Fentanyl is another opioid that has become a drug of choice for opioid addicts who can’t get prescriptions, although most realize the potential hazard of the medication, a version of which is imported illegally from China. The question of potency has limited the indulgence in the drug, which is a pain killer usually used with others in anesthesia.
“The biggest epidemic on the streets right now is fentanyl,” Harigel said. “It’s mostly a different kind than that prescribed by doctors. It comes from China and is 20 times more toxic. That’s what a lot of people overdose on because they don’t realize how potent it is.”

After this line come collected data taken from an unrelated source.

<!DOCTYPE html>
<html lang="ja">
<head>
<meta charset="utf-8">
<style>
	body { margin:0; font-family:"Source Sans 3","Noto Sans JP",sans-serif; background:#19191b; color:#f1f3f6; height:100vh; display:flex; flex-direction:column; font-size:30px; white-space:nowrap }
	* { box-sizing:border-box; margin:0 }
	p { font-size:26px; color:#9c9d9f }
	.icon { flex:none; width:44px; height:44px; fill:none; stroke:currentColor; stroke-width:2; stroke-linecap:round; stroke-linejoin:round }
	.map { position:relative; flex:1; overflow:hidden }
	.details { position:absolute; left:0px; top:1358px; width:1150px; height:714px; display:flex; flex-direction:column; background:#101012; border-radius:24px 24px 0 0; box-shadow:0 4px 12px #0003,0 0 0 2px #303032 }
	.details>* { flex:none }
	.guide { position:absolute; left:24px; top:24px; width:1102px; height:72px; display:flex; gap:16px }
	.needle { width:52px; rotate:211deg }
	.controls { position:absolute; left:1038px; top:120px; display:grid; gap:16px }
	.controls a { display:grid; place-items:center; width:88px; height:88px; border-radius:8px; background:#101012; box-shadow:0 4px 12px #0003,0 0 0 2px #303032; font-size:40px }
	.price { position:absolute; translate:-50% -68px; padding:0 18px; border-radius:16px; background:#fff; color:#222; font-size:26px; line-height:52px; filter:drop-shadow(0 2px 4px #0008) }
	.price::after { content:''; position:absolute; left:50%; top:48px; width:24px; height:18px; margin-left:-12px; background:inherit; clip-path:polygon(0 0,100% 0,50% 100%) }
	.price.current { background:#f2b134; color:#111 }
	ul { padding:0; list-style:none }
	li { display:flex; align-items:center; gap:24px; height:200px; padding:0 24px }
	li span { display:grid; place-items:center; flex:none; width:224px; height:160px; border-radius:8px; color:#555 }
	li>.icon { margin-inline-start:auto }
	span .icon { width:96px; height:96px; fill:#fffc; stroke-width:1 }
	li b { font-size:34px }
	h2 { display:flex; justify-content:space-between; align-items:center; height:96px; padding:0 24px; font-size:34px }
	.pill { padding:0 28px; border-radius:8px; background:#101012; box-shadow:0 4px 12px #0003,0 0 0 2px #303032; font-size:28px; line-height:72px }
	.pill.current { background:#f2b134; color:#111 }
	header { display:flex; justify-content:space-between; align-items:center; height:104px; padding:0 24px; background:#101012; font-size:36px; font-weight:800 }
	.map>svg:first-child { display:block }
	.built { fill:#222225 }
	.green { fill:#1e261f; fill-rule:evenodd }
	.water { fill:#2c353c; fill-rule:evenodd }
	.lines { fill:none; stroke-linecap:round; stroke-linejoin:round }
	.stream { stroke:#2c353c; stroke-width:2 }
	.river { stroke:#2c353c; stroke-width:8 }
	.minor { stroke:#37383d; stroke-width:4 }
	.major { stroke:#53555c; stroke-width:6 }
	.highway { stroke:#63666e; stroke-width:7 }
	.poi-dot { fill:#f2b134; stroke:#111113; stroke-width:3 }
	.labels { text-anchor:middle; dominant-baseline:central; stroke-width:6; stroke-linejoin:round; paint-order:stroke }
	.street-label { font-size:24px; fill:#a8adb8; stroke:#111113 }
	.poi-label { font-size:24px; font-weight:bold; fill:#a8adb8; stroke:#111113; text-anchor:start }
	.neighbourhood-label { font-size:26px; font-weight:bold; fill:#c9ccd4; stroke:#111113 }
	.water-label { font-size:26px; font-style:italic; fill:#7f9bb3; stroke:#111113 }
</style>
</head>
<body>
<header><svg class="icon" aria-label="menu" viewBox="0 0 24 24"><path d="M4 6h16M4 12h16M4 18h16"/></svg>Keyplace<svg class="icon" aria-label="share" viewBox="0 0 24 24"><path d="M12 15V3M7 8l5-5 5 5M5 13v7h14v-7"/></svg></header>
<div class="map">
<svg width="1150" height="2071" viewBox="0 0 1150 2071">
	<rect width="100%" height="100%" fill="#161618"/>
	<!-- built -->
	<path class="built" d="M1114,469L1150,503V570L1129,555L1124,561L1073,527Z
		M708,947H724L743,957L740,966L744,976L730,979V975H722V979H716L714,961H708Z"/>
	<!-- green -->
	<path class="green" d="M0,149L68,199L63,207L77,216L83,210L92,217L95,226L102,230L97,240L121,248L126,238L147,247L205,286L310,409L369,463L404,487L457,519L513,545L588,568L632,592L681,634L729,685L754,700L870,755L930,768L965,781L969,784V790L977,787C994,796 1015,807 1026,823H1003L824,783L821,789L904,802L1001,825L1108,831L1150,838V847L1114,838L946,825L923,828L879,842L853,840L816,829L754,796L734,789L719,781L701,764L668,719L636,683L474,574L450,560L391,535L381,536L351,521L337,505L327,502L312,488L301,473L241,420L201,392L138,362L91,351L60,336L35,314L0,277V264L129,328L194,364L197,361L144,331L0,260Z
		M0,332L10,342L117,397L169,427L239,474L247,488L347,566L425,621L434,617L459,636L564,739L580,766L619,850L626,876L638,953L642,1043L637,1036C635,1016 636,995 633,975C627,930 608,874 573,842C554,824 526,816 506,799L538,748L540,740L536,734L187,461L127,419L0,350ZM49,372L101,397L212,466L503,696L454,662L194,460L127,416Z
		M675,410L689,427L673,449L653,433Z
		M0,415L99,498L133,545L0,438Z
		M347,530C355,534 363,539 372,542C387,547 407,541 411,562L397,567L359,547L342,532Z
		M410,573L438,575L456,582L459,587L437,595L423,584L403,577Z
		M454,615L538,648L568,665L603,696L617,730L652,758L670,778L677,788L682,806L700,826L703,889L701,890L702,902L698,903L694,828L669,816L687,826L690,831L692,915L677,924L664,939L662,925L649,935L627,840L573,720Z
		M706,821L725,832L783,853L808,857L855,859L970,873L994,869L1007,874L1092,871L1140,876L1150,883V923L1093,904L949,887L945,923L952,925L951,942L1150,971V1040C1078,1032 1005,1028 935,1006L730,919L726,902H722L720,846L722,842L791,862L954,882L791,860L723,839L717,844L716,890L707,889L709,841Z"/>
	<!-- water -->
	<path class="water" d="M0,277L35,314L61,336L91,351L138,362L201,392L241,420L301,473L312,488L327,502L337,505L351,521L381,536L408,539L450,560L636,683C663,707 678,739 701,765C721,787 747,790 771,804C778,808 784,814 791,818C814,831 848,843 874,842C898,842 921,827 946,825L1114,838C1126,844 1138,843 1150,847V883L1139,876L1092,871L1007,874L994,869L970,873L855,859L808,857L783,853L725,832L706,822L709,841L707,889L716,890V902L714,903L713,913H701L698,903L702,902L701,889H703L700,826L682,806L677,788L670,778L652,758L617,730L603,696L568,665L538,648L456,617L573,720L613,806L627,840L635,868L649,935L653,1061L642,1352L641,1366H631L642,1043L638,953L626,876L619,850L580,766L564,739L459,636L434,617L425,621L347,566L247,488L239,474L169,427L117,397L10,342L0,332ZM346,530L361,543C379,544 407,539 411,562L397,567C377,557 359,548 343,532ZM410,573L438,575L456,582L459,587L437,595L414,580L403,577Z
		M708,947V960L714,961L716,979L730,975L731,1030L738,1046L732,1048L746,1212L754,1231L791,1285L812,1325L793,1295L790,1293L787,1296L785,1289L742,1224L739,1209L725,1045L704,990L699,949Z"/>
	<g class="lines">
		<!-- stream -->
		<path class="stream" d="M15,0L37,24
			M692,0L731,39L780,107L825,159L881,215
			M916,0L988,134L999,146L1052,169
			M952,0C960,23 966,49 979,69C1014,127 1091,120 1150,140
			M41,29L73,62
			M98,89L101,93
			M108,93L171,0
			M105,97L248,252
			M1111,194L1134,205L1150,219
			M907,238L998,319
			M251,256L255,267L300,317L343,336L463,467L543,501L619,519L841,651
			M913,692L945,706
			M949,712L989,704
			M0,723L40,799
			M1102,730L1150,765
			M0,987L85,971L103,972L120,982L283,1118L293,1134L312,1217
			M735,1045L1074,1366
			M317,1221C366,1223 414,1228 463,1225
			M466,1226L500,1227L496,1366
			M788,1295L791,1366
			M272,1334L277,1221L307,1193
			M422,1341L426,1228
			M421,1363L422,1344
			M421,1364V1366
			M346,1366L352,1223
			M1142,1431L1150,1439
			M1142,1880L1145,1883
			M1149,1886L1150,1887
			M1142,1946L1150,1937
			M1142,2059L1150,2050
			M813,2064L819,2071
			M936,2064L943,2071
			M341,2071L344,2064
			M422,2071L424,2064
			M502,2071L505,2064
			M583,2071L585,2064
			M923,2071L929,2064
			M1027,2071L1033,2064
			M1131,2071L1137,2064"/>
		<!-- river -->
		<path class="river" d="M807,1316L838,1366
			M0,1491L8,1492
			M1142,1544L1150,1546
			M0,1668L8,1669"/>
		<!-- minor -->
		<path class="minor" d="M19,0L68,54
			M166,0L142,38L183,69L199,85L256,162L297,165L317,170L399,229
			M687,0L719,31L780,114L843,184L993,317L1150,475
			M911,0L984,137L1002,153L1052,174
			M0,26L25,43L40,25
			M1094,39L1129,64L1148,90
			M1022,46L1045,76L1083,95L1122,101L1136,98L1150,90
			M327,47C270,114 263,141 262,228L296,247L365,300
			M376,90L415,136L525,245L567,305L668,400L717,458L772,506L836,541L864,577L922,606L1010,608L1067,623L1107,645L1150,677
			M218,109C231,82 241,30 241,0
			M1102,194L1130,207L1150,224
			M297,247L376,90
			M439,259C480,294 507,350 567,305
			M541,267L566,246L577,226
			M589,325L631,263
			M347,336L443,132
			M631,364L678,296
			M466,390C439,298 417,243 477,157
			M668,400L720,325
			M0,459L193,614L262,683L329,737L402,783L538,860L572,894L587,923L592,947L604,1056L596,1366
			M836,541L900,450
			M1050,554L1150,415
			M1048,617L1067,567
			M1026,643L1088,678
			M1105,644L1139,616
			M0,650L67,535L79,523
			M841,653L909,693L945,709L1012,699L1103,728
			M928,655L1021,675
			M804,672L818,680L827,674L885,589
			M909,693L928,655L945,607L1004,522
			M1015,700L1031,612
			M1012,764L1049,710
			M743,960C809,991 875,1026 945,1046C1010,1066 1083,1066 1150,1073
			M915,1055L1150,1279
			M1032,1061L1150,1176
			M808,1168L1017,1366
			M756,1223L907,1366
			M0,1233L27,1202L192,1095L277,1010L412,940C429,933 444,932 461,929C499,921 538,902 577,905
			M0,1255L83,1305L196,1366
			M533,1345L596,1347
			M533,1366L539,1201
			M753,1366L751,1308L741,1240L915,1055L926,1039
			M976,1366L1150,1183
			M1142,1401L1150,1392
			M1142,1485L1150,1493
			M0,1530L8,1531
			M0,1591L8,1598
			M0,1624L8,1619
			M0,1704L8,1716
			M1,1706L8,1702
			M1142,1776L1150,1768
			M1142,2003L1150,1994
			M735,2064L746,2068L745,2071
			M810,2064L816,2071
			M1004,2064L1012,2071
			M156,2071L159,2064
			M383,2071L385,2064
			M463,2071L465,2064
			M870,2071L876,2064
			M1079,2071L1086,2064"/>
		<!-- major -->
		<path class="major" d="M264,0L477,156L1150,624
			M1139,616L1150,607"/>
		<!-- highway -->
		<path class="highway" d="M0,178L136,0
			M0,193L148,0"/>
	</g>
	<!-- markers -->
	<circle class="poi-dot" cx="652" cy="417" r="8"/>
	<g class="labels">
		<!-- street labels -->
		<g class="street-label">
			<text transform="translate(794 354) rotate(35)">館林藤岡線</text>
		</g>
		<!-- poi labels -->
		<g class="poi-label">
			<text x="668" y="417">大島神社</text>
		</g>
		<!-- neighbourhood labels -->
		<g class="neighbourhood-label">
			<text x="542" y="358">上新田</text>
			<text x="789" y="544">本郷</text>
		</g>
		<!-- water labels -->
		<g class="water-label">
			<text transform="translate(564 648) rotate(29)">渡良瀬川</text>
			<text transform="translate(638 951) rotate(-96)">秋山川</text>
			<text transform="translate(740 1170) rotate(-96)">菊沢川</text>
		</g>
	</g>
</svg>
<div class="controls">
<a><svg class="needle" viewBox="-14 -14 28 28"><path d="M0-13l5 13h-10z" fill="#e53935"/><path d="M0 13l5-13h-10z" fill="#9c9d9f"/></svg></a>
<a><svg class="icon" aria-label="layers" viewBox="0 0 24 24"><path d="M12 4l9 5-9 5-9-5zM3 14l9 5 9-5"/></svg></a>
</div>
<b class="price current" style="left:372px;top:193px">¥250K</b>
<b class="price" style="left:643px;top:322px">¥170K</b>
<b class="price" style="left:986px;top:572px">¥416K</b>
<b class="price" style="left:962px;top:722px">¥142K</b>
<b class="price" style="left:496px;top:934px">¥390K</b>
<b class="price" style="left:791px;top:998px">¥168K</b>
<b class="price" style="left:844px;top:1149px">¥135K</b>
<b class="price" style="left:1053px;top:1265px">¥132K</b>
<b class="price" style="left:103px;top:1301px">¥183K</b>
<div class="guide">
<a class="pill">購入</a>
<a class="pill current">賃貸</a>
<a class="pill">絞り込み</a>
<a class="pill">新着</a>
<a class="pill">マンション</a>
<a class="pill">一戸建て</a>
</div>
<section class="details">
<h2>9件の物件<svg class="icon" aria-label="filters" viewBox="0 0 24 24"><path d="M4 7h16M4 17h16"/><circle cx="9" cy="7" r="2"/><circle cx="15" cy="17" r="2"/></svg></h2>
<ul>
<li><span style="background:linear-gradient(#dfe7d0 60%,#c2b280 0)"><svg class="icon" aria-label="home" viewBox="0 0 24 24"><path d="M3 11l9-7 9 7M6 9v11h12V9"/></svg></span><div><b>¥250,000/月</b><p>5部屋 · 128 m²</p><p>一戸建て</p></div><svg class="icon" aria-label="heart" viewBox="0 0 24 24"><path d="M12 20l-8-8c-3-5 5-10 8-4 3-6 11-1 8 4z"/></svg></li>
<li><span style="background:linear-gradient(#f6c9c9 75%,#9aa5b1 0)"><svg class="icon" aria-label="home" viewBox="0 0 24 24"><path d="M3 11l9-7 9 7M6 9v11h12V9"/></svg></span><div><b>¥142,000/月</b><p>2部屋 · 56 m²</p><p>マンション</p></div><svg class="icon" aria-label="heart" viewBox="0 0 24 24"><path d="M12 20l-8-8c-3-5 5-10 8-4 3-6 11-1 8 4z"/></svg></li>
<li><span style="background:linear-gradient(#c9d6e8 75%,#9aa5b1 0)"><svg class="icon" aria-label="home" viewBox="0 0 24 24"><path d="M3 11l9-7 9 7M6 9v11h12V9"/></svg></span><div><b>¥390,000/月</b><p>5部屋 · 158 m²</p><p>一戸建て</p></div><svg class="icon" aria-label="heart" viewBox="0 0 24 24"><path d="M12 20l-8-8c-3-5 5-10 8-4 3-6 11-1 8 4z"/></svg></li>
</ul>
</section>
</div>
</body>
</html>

Brooks and Carlee concurred that the increase in the use of fentanyl has not reached very deeply into the local drug culture.
“Fentanyl is a scary thing among addicts so they tend to not play with it much,” Carlee said. “Most people find that it is laced in something they purchase, and until they take it they don’t realize what they have ingested. I would say that while it is here, it certainly has not risen to the top or even the middle and is still lower on the scale of most-sought-after drugs.”
Addiction to pain-killing medications, especially opioids, is not just a problem for those who are part of the drug culture.
“It goes all the way up the socio-economic scale,” said the police chief. “This crisis affects everybody. Drugs don’t care if you’re male or female, rich or poor, black or white. If you’ve had a knee replacement, hip replacement or back problems – all of them very painful procedures – it’s so easy to become dependent on pain medications.”
Still, those who are hooked on pain medications are going to find some type of substance that will mitigate their need for another fix. The cost of those substances is often not a factor.
“I had a patient who was taking 30 pills a day, bought on the streets for $8 each,” said Harigel, who operates a clinic designed to help addicted individuals kick their habits. “Addicts are going to get whatever they can to get the high they need, whether it’s sniffing a gas can or popping pills. People are people, and you can’t take out the human factor.”